▶ TASK TO COMPLETE: Each record must appear in the answer exactly as given.

Stored dataset items:
▼
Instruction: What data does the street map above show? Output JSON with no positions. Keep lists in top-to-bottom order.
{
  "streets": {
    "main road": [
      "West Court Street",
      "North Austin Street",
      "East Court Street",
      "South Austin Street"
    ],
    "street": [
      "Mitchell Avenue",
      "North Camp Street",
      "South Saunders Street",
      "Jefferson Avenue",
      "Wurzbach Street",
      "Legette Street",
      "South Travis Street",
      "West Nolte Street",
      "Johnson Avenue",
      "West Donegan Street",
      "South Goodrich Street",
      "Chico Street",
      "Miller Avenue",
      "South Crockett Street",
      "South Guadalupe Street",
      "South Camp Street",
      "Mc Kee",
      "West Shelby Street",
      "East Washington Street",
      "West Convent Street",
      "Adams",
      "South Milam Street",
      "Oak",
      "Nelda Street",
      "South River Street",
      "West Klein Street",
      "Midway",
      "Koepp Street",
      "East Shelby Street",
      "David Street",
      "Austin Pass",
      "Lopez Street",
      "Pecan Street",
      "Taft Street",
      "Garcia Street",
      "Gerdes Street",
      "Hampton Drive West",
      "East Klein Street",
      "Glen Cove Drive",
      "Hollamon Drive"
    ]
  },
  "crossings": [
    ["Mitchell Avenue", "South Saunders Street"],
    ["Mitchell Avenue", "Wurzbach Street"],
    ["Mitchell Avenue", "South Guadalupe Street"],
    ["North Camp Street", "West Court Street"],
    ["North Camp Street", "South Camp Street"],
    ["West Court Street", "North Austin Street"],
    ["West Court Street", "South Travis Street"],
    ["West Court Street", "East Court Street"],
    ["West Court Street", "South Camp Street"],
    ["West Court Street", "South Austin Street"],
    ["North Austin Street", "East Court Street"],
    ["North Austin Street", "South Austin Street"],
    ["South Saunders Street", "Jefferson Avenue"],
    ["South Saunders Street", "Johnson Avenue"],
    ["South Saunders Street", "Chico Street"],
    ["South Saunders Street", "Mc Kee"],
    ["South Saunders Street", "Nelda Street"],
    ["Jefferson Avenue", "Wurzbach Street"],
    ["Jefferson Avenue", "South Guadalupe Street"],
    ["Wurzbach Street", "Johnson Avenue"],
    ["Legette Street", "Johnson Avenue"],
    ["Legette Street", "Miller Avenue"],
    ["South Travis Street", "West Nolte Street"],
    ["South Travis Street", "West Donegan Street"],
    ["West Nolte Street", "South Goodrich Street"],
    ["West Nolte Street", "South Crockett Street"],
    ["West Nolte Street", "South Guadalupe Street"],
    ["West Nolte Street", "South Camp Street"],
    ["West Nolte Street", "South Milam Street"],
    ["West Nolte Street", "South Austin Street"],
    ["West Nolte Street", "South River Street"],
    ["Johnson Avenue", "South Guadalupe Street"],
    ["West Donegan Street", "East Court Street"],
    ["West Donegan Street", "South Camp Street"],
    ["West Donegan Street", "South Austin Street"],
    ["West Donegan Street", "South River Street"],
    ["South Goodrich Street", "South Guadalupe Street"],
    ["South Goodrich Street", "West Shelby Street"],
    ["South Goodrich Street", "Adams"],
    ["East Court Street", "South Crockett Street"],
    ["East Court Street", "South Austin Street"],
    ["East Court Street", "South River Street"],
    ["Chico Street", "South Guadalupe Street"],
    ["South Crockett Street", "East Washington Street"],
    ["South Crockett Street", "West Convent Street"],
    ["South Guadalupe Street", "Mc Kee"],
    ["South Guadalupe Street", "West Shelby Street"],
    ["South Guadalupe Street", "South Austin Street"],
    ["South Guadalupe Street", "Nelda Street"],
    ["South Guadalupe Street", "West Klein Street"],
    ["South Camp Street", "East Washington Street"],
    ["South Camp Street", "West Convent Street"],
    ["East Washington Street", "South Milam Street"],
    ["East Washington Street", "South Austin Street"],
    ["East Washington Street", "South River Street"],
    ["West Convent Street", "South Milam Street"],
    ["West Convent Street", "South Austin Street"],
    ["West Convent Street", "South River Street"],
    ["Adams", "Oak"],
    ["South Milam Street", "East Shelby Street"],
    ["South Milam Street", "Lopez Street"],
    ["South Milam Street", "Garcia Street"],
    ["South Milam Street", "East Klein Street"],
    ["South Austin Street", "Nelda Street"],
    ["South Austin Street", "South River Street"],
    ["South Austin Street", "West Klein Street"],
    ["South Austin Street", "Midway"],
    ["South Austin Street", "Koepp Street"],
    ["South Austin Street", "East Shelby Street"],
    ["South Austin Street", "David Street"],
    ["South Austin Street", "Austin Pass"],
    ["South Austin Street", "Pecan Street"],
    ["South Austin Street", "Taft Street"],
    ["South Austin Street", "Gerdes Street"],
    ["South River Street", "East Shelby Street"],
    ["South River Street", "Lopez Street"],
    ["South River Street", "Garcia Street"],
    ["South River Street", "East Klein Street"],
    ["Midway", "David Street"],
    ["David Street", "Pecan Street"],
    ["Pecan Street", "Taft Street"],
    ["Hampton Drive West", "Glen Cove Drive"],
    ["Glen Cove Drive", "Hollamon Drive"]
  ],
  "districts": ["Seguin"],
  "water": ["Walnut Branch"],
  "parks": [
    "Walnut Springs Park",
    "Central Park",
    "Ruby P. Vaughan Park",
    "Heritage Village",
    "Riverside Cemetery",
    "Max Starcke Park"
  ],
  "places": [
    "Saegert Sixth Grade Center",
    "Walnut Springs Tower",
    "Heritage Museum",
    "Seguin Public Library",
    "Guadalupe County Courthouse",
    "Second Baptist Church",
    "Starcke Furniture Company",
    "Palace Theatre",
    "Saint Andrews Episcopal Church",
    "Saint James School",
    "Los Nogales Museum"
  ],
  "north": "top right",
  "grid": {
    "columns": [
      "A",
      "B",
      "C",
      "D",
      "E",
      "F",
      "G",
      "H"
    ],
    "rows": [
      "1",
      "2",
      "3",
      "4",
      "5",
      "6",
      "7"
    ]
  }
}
▲
▶ RESPONSE AREA:
Instruction: What data does the street map above show? Output JSON with no positions. Keep lists in top-to-bottom order.
{
  "streets": {
    "main road": [
      "West Court Street",
      "North Austin Street",
      "East Court Street",
      "South Austin Street"
    ],
    "street": [
      "Mitchell Avenue",
      "North Camp Street",
      "South Saunders Street",
      "Jefferson Avenue",
      "Wurzbach Street",
      "Legette Street",
      "South Travis Street",
      "West Nolte Street",
      "Johnson Avenue",
      "West Donegan Street",
      "South Goodrich Street",
      "Chico Street",
      "Miller Avenue",
      "South Crockett Street",
      "South Guadalupe Street",
      "South Camp Street",
      "Mc Kee",
      "West Shelby Street",
      "East Washington Street",
      "West Convent Street",
      "Adams",
      "South Milam Street",
      "Oak",
      "Nelda Street",
      "South River Street",
      "West Klein Street",
      "Midway",
      "Koepp Street",
      "East Shelby Street",
      "David Street",
      "Austin Pass",
      "Lopez Street",
      "Pecan Street",
      "Taft Street",
      "Garcia Street",
      "Gerdes Street",
      "Hampton Drive West",
      "East Klein Street",
      "Glen Cove Drive",
      "Hollamon Drive"
    ]
  },
  "crossings": [
    ["Mitchell Avenue", "South Saunders Street"],
    ["Mitchell Avenue", "Wurzbach Street"],
    ["Mitchell Avenue", "South Guadalupe Street"],
    ["North Camp Street", "West Court Street"],
    ["North Camp Street", "South Camp Street"],
    ["West Court Street", "North Austin Street"],
    ["West Court Street", "South Travis Street"],
    ["West Court Street", "East Court Street"],
    ["West Court Street", "South Camp Street"],
    ["West Court Street", "South Austin Street"],
    ["North Austin Street", "East Court Street"],
    ["North Austin Street", "South Austin Street"],
    ["South Saunders Street", "Jefferson Avenue"],
    ["South Saunders Street", "Johnson Avenue"],
    ["South Saunders Street", "Chico Street"],
    ["South Saunders Street", "Mc Kee"],
    ["South Saunders Street", "Nelda Street"],
    ["Jefferson Avenue", "Wurzbach Street"],
    ["Jefferson Avenue", "South Guadalupe Street"],
    ["Wurzbach Street", "Johnson Avenue"],
    ["Legette Street", "Johnson Avenue"],
    ["Legette Street", "Miller Avenue"],
    ["South Travis Street", "West Nolte Street"],
    ["South Travis Street", "West Donegan Street"],
    ["West Nolte Street", "South Goodrich Street"],
    ["West Nolte Street", "South Crockett Street"],
    ["West Nolte Street", "South Guadalupe Street"],
    ["West Nolte Street", "South Camp Street"],
    ["West Nolte Street", "South Milam Street"],
    ["West Nolte Street", "South Austin Street"],
    ["West Nolte Street", "South River Street"],
    ["Johnson Avenue", "South Guadalupe Street"],
    ["West Donegan Street", "East Court Street"],
    ["West Donegan Street", "South Camp Street"],
    ["West Donegan Street", "South Austin Street"],
    ["West Donegan Street", "South River Street"],
    ["South Goodrich Street", "South Guadalupe Street"],
    ["South Goodrich Street", "West Shelby Street"],
    ["South Goodrich Street", "Adams"],
    ["East Court Street", "South Crockett Street"],
    ["East Court Street", "South Austin Street"],
    ["East Court Street", "South River Street"],
    ["Chico Street", "South Guadalupe Street"],
    ["South Crockett Street", "East Washington Street"],
    ["South Crockett Street", "West Convent Street"],
    ["South Guadalupe Street", "Mc Kee"],
    ["South Guadalupe Street", "West Shelby Street"],
    ["South Guadalupe Street", "South Austin Street"],
    ["South Guadalupe Street", "Nelda Street"],
    ["South Guadalupe Street", "West Klein Street"],
    ["South Camp Street", "East Washington Street"],
    ["South Camp Street", "West Convent Street"],
    ["East Washington Street", "South Milam Street"],
    ["East Washington Street", "South Austin Street"],
    ["East Washington Street", "South River Street"],
    ["West Convent Street", "South Milam Street"],
    ["West Convent Street", "South Austin Street"],
    ["West Convent Street", "South River Street"],
    ["Adams", "Oak"],
    ["South Milam Street", "East Shelby Street"],
    ["South Milam Street", "Lopez Street"],
    ["South Milam Street", "Garcia Street"],
    ["South Milam Street", "East Klein Street"],
    ["South Austin Street", "Nelda Street"],
    ["South Austin Street", "South River Street"],
    ["South Austin Street", "West Klein Street"],
    ["South Austin Street", "Midway"],
    ["South Austin Street", "Koepp Street"],
    ["South Austin Street", "East Shelby Street"],
    ["South Austin Street", "David Street"],
    ["South Austin Street", "Austin Pass"],
    ["South Austin Street", "Pecan Street"],
    ["South Austin Street", "Taft Street"],
    ["South Austin Street", "Gerdes Street"],
    ["South River Street", "East Shelby Street"],
    ["South River Street", "Lopez Street"],
    ["South River Street", "Garcia Street"],
    ["South River Street", "East Klein Street"],
    ["Midway", "David Street"],
    ["David Street", "Pecan Street"],
    ["Pecan Street", "Taft Street"],
    ["Hampton Drive West", "Glen Cove Drive"],
    ["Glen Cove Drive", "Hollamon Drive"]
  ],
  "districts": ["Seguin"],
  "water": ["Walnut Branch"],
  "parks": [
    "Walnut Springs Park",
    "Central Park",
    "Ruby P. Vaughan Park",
    "Heritage Village",
    "Riverside Cemetery",
    "Max Starcke Park"
  ],
  "places": [
    "Saegert Sixth Grade Center",
    "Walnut Springs Tower",
    "Heritage Museum",
    "Seguin Public Library",
    "Guadalupe County Courthouse",
    "Second Baptist Church",
    "Starcke Furniture Company",
    "Palace Theatre",
    "Saint Andrews Episcopal Church",
    "Saint James School",
    "Los Nogales Museum"
  ],
  "north": "top right",
  "grid": {
    "columns": [
      "A",
      "B",
      "C",
      "D",
      "E",
      "F",
      "G",
      "H"
    ],
    "rows": [
      "1",
      "2",
      "3",
      "4",
      "5",
      "6",
      "7"
    ]
  }
}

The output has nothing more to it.